Collection entries:
---

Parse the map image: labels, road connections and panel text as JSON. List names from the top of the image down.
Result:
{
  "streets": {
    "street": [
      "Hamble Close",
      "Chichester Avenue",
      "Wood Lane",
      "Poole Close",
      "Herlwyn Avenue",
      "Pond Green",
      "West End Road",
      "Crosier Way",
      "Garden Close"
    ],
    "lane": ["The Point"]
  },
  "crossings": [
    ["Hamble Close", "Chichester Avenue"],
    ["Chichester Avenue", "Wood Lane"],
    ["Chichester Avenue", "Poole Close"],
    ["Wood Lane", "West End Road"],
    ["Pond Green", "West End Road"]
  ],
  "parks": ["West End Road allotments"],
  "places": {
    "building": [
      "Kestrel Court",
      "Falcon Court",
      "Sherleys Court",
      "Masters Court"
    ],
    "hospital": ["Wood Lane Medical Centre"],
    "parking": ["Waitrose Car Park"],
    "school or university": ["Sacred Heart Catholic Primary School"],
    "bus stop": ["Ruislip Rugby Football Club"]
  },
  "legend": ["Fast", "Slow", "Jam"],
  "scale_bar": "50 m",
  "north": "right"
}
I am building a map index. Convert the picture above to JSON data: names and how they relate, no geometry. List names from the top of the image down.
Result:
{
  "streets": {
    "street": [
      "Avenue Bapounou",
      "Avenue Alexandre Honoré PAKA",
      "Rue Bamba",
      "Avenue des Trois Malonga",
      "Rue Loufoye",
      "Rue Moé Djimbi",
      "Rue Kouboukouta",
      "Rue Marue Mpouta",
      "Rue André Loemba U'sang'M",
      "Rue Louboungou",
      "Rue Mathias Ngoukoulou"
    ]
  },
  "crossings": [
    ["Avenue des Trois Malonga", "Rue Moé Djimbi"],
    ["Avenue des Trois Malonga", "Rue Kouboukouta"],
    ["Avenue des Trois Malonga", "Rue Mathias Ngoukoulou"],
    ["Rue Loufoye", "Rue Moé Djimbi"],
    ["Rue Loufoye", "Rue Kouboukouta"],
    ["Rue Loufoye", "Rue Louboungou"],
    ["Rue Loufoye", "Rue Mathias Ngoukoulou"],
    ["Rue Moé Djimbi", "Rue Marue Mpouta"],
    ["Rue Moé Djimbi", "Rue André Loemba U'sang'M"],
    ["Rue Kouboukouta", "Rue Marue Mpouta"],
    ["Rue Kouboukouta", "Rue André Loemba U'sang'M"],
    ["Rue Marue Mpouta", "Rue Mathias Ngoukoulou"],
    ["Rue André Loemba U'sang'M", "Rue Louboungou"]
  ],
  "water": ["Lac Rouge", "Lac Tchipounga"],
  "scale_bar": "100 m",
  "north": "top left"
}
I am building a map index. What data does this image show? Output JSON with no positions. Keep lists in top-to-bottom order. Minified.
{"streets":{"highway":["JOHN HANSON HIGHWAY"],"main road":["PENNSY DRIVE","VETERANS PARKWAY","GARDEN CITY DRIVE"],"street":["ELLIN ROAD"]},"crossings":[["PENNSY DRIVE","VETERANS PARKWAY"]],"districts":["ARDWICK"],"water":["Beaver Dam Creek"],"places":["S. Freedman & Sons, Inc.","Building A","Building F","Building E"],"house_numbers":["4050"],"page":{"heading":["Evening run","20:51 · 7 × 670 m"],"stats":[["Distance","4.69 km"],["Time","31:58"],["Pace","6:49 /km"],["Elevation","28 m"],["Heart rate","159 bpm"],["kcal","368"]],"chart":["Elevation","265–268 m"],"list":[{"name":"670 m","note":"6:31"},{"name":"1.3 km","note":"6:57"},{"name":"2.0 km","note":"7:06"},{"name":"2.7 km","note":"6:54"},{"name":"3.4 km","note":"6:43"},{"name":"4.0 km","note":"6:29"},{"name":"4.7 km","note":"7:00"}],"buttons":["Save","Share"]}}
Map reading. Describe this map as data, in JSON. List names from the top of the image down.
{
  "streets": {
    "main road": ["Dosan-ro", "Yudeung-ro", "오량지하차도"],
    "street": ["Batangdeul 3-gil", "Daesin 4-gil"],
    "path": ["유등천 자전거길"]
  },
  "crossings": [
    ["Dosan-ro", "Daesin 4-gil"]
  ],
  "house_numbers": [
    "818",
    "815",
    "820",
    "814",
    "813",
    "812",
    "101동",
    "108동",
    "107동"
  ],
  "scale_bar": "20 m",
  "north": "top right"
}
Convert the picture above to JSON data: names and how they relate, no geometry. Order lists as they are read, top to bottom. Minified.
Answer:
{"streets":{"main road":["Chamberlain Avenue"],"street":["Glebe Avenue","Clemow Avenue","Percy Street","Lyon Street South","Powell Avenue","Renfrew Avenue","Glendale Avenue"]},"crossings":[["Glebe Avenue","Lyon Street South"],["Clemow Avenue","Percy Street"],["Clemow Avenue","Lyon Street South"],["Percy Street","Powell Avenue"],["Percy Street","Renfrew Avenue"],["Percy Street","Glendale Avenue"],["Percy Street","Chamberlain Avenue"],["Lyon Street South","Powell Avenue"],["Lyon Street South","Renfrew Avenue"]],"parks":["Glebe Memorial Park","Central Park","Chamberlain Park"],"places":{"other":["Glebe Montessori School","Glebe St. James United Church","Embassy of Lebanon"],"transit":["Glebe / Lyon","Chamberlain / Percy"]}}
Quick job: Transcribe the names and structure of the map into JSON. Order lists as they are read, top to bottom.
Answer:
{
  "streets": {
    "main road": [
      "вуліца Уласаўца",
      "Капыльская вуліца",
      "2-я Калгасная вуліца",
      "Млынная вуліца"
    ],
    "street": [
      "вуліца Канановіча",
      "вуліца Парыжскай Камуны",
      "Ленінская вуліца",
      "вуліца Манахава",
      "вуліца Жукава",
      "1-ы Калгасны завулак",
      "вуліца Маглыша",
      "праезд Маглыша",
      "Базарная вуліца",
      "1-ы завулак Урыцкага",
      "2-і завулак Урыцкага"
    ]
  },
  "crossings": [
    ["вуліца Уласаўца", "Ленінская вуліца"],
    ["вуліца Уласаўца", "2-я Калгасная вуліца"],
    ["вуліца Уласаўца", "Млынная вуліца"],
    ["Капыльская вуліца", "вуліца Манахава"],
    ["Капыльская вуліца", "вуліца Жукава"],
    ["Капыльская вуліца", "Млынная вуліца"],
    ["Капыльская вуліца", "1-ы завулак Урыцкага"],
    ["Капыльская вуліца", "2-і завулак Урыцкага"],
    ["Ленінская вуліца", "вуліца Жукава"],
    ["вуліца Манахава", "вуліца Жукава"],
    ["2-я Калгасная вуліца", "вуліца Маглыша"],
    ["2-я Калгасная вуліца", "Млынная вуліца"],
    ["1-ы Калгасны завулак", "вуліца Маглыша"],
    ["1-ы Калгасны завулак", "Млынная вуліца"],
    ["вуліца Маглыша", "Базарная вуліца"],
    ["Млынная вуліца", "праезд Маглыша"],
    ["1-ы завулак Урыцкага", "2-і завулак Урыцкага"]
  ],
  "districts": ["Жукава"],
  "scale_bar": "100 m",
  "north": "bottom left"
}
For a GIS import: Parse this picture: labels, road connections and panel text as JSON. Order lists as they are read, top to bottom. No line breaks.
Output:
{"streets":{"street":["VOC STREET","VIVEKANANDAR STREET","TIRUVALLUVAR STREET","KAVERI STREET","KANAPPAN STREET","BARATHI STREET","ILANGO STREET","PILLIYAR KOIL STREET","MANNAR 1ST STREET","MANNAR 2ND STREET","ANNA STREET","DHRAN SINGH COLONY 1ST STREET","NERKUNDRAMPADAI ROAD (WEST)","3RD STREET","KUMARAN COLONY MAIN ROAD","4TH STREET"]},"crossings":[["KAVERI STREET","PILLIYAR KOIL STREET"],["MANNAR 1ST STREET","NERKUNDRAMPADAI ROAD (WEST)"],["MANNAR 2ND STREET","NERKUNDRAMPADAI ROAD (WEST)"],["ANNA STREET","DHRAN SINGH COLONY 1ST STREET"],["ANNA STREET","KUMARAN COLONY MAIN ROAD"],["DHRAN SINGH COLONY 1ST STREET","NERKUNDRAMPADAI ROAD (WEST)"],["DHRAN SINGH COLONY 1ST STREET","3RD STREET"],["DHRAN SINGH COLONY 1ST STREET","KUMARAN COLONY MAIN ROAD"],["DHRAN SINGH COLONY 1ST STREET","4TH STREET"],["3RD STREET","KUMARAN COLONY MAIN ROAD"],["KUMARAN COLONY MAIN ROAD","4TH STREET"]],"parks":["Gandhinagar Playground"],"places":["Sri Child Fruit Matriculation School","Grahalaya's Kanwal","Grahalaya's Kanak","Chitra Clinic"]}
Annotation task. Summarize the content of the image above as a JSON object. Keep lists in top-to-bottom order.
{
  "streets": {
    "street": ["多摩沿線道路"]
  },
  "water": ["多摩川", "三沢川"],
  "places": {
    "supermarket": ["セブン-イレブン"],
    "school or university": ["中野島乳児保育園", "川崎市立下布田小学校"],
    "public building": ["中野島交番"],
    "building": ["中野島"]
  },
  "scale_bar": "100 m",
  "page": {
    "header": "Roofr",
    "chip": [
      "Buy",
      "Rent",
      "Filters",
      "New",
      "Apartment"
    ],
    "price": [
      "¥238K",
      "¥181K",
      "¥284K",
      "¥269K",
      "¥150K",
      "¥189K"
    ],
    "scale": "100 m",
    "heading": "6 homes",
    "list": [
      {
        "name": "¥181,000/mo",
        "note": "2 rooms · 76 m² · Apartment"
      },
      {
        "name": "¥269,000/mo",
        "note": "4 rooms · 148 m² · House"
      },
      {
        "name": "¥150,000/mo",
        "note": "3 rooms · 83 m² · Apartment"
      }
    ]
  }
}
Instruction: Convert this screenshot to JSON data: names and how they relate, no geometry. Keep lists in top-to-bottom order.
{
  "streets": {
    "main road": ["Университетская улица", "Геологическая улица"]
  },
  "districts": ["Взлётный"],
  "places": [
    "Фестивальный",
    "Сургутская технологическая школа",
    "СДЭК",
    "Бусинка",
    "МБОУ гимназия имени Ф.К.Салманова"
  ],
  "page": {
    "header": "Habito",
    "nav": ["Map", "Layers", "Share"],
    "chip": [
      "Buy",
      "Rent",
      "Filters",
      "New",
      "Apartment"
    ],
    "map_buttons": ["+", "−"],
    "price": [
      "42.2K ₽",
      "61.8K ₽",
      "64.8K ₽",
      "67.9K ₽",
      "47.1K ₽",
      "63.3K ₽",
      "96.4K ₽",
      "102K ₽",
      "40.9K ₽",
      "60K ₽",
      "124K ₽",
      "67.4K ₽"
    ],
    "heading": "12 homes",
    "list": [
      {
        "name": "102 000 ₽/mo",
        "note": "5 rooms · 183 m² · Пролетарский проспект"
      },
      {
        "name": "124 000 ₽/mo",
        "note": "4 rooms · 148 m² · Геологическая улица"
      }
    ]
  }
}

---

Exercise requirements -
Set down verbatim only the lines between the start of the data above and the line with "I am building a map index. Convert", both boundaries included.

Answer to this task -
Parse the map image: labels, road connections and panel text as JSON. List names from the top of the image down.
Result:
{
  "streets": {
    "street": [
      "Hamble Close",
      "Chichester Avenue",
      "Wood Lane",
      "Poole Close",
      "Herlwyn Avenue",
      "Pond Green",
      "West End Road",
      "Crosier Way",
      "Garden Close"
    ],
    "lane": ["The Point"]
  },
  "crossings": [
    ["Hamble Close", "Chichester Avenue"],
    ["Chichester Avenue", "Wood Lane"],
    ["Chichester Avenue", "Poole Close"],
    ["Wood Lane", "West End Road"],
    ["Pond Green", "West End Road"]
  ],
  "parks": ["West End Road allotments"],
  "places": {
    "building": [
      "Kestrel Court",
      "Falcon Court",
      "Sherleys Court",
      "Masters Court"
    ],
    "hospital": ["Wood Lane Medical Centre"],
    "parking": ["Waitrose Car Park"],
    "school or university": ["Sacred Heart Catholic Primary School"],
    "bus stop": ["Ruislip Rugby Football Club"]
  },
  "legend": ["Fast", "Slow", "Jam"],
  "scale_bar": "50 m",
  "north": "right"
}
I am building a map index. Convert the picture above to JSON data: names and how they relate, no geometry. List names from the top of the image down.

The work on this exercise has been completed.